Remember: Don't reveal your passwords to anyone else, not even IT Services staff. Guard your passwords and always change them if you suspect that they have become known to others.
Eight rules for creating safer passwords
- Rule 1 - Don't tell your passwords to anyone, not even IT Services staff.
- Rule 2 - Don't use simple words, pets' or people's names, phone numbers, or key dates like a birthday for your password.
- Rule 3 - Use long and complex passwords with a mix of upper and lowercase characters, numbers, and special characters.
- Rule 4 - Use a passphrase like "IHat3OvercookedBr0cc0li!" that's easy for you to remember but hard for others to guess.
- Rule 5 - Use a different password for each online account and don't use simple patterns like 'password1' or 'password2'.
- Rule 6 - Change your password regularly, but immediately if you think it has been compromised. Never reuse passwords.
- Rule 7 - Use two-step sign-in everywhere you can.
- Rule 8 - Consider using a password manager at home. These products make it much easier to have strong, unique passwords on all of your personal accounts.
How quickly can your password be hacked?
Here is a chart illustrating how quickly passwords can be hacked and why creating strong passwords is important for keeping your online accounts safe.
Password length | All characters | Only lowercase |
---|---|---|
3 characters | 0.86 seconds | 0.02 seconds |
4 characters | 1.36 minutes | 0.046 seconds |
5 characters | 2.15 hours | 11.9 seconds |
6 characters | 8.51 days | 5.15 minutes |
7 characters | 2.21 years | 2.23 hours |
8 characters | 2.10 centuries | 2.42 days |
9 characters | 20 millennia | 2.07 months |
Passphrases
A passphrase is like a password but longer. It's a string of words and can contain symbols. It does not have to be a proper sentence or grammatically correct, but simply be something that will stick in your memory only!

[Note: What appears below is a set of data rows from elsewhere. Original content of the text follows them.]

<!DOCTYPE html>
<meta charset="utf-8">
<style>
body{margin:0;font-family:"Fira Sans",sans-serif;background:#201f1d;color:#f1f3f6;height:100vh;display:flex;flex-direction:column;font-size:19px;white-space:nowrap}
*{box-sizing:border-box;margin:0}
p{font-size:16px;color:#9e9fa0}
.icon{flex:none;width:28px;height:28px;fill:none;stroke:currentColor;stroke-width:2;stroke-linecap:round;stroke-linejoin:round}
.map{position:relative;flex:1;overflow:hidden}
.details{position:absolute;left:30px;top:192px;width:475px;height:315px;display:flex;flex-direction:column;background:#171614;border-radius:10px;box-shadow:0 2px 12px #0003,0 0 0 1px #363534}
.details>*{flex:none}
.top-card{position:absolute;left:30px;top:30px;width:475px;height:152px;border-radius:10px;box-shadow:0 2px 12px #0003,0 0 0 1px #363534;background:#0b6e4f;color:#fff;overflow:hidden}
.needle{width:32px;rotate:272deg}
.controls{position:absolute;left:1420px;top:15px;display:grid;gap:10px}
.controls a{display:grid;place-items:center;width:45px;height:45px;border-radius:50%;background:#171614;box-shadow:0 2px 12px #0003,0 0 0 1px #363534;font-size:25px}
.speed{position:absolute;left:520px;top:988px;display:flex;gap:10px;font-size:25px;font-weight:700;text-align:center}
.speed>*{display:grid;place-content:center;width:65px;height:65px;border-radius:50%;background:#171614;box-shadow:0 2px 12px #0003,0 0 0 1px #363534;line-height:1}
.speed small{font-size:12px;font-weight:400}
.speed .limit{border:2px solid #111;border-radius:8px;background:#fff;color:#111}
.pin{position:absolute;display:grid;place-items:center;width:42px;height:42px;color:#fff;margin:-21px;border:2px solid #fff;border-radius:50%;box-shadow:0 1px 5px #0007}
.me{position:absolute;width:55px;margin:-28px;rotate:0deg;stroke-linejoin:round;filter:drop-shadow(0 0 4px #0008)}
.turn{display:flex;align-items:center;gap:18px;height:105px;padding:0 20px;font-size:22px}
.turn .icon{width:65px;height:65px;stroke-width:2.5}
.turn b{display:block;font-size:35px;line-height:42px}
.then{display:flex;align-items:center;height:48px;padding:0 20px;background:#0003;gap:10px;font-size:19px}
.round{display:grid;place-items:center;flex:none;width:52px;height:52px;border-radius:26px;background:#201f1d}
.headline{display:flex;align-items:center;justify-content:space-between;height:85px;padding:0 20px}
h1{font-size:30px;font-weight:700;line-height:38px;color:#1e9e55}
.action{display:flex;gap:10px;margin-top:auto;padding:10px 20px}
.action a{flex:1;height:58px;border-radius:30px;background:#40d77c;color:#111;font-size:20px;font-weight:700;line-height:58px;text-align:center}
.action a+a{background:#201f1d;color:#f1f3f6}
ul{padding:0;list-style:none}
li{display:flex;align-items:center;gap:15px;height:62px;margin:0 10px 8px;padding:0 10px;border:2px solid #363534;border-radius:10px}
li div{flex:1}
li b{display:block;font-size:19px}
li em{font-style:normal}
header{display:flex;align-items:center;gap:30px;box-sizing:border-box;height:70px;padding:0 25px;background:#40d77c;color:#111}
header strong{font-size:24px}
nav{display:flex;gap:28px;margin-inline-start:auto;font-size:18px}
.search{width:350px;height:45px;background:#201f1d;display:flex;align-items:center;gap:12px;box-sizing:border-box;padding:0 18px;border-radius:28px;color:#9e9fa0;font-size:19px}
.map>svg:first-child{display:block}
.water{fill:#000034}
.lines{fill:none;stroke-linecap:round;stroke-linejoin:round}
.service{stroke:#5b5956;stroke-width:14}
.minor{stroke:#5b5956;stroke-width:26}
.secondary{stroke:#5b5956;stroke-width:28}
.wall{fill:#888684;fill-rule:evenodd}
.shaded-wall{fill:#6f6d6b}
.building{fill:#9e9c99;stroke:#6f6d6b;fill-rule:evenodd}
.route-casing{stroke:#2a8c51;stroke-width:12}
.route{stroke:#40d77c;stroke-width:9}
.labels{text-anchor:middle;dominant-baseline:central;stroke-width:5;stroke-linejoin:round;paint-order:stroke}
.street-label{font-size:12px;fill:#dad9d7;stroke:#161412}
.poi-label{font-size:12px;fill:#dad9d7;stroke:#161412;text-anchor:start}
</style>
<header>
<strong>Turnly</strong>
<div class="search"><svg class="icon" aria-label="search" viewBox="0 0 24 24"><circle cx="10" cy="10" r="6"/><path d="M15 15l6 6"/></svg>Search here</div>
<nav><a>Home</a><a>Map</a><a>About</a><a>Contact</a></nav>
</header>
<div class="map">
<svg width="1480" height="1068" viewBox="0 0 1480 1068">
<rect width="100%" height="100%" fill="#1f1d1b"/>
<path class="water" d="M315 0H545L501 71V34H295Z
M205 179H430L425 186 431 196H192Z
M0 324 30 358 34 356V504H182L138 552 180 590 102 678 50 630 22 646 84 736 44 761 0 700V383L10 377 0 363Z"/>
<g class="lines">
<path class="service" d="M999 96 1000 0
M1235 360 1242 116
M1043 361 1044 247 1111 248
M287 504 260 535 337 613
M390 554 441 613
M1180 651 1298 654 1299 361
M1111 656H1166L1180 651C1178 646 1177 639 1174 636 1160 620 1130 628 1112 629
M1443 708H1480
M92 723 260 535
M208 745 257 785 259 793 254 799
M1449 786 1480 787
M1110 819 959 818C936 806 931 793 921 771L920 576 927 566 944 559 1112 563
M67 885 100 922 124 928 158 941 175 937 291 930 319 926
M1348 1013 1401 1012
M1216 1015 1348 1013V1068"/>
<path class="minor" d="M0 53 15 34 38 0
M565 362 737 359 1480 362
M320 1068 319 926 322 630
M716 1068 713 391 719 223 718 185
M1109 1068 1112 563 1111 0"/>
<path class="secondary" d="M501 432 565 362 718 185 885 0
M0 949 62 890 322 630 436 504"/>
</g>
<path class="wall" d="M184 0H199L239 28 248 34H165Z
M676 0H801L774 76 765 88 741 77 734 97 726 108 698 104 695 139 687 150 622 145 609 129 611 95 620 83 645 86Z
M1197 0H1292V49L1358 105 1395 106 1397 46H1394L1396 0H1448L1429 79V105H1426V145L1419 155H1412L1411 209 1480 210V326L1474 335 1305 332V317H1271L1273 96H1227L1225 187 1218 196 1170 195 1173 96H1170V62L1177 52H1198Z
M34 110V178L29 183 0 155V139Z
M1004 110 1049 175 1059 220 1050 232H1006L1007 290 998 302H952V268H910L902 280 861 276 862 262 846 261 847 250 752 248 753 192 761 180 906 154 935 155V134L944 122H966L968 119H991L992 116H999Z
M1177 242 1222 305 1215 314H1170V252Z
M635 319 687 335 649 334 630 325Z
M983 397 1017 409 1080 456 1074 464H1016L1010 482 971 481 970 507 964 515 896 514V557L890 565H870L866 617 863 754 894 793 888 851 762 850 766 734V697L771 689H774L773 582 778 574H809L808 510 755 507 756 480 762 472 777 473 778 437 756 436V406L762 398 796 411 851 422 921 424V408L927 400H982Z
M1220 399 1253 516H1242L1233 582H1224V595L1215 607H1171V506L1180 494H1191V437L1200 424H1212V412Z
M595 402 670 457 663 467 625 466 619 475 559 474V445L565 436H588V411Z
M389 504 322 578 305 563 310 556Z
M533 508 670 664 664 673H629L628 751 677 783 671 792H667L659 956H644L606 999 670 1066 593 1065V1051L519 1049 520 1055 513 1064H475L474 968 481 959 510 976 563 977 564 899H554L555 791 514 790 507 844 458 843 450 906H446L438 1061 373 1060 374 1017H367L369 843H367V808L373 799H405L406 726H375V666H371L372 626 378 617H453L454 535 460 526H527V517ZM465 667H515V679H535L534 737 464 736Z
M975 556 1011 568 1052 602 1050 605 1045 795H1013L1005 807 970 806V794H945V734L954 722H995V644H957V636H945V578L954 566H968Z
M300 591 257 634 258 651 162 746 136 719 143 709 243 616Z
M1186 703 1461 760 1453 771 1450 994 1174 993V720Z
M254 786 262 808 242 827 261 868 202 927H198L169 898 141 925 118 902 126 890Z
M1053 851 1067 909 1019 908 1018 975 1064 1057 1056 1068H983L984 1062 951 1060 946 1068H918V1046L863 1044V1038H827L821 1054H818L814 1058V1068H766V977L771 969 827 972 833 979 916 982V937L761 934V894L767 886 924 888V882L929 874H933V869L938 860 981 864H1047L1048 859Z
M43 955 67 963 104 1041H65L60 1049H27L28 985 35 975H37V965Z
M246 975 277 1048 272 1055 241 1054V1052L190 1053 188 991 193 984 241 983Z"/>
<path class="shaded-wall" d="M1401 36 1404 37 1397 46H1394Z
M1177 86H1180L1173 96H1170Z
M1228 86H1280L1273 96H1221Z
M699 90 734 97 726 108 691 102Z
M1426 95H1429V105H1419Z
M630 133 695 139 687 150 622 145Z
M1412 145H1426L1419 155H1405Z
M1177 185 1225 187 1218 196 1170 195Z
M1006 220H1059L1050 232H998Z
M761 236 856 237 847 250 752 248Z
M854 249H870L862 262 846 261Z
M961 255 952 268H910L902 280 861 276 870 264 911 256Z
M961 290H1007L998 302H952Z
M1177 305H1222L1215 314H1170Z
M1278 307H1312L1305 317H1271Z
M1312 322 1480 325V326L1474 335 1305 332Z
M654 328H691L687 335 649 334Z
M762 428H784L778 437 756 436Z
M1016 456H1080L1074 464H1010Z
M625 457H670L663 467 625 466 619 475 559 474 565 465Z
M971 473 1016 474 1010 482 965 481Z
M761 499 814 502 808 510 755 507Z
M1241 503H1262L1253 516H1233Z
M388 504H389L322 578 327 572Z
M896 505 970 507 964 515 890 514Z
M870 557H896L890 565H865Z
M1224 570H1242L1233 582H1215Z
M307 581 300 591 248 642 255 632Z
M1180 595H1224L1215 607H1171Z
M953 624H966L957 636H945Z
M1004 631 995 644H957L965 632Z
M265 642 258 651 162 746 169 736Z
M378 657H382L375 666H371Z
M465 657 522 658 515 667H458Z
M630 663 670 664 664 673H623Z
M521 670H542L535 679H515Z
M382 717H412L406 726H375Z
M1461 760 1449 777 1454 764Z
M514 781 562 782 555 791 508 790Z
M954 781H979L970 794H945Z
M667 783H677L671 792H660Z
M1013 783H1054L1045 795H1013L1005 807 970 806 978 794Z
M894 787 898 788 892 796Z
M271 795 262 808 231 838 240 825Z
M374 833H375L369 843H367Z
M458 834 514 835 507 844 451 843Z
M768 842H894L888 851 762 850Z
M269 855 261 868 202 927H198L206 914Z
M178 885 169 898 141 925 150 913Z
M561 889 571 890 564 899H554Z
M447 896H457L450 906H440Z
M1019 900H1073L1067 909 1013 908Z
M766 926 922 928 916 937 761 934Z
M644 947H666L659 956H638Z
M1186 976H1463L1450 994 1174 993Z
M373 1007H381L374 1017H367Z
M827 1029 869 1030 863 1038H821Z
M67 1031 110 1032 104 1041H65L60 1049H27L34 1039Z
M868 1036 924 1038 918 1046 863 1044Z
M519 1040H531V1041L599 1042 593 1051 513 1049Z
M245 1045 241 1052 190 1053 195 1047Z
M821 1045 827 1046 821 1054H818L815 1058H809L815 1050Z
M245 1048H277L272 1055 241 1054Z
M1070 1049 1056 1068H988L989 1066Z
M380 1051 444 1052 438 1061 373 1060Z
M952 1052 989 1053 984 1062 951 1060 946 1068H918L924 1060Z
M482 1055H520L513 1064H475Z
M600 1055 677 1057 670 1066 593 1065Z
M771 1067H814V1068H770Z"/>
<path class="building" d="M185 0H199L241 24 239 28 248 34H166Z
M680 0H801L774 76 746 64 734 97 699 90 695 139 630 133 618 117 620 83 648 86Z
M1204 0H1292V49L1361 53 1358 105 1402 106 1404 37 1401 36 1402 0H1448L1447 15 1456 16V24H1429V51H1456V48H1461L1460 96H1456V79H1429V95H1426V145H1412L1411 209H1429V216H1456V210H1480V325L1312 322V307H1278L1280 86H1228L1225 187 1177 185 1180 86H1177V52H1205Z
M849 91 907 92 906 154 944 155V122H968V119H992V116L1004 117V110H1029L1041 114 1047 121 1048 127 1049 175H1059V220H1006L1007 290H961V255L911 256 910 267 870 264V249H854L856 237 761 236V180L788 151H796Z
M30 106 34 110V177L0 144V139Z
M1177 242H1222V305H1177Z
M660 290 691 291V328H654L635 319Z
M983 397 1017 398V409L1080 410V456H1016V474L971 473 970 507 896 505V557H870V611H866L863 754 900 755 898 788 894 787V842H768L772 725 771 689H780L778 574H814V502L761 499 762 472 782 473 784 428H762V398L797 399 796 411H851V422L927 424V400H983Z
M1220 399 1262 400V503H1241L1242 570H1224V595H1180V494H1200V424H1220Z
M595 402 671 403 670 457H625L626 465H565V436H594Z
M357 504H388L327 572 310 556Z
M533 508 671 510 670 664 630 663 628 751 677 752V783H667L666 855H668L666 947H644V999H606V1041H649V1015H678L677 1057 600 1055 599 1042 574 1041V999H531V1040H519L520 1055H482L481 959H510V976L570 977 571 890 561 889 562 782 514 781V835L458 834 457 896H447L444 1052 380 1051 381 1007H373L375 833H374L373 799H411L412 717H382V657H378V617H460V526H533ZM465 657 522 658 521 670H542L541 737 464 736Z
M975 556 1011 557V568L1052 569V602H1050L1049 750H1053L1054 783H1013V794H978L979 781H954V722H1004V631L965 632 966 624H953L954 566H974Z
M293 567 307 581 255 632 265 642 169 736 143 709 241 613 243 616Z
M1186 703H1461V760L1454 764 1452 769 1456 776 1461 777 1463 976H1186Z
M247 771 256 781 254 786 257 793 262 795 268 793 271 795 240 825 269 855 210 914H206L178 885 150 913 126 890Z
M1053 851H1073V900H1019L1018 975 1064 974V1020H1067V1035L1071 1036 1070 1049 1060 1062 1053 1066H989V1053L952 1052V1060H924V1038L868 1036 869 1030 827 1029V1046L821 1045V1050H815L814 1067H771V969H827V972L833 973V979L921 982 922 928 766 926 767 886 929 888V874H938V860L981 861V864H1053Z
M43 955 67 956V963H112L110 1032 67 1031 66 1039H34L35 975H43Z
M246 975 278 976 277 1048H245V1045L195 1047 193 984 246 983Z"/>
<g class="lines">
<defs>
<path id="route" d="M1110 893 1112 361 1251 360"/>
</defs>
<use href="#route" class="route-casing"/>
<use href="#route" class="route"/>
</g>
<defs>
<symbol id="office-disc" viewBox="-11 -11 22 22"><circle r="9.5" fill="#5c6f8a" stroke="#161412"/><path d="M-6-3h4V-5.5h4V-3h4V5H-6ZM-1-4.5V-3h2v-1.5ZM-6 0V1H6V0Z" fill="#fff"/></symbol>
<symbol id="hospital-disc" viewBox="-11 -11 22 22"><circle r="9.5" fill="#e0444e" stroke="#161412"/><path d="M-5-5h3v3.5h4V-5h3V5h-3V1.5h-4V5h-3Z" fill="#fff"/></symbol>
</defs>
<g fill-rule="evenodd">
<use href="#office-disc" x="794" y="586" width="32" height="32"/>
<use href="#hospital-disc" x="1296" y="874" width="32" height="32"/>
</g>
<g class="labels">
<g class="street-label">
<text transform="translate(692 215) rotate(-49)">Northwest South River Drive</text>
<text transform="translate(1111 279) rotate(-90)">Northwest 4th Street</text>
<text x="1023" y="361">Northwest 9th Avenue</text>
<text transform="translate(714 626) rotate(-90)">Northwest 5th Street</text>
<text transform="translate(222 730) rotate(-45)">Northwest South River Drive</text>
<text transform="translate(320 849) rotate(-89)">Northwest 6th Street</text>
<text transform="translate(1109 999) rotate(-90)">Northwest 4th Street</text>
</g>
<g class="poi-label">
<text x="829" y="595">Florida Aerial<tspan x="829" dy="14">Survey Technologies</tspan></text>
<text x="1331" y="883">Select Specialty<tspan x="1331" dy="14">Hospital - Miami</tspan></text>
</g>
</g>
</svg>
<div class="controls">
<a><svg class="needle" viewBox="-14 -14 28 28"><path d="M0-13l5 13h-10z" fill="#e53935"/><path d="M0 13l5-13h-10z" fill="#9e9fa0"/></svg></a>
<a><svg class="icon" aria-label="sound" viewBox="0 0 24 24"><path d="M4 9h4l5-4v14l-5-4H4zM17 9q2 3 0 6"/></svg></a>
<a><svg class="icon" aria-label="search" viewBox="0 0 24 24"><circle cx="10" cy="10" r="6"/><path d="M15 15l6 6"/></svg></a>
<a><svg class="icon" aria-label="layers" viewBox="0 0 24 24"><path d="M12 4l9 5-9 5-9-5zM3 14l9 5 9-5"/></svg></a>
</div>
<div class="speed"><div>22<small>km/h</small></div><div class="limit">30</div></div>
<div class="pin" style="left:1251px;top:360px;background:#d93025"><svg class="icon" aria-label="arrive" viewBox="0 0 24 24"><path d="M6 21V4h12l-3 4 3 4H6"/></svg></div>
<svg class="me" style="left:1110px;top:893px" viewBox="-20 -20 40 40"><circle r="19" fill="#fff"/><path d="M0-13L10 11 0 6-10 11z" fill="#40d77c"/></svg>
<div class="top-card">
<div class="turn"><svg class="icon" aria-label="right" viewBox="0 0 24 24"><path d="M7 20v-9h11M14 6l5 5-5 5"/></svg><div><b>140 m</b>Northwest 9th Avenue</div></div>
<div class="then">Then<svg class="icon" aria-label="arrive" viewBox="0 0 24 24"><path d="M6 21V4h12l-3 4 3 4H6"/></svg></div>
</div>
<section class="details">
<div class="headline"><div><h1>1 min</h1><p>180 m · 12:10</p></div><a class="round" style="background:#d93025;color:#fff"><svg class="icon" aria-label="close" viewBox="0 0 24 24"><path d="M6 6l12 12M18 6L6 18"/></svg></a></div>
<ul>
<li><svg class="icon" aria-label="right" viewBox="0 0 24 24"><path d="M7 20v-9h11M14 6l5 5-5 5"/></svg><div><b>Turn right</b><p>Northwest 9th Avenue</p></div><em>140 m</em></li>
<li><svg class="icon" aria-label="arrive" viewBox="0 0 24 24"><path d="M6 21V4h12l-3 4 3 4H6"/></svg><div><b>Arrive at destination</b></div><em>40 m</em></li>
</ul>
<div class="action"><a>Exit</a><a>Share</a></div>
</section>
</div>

- Five tips for creating and using a passphrase:
Use five or more words you can easily remember and separate them with a special symbol, like "I!Hat3!Overcooked!Br0cc0li!" - Your passphrase should be at least 25 characters long.
- Change your passphrase regularly (unless you believe it was compromised, in which case you should change it immediately!)
- Don't use the same passphrase on more than one account.
- Make sure the phrase you choose is easy to remember but is not a common quote, lyrics to a popular song, or any group of words that could be easily guessed by someone who knows you!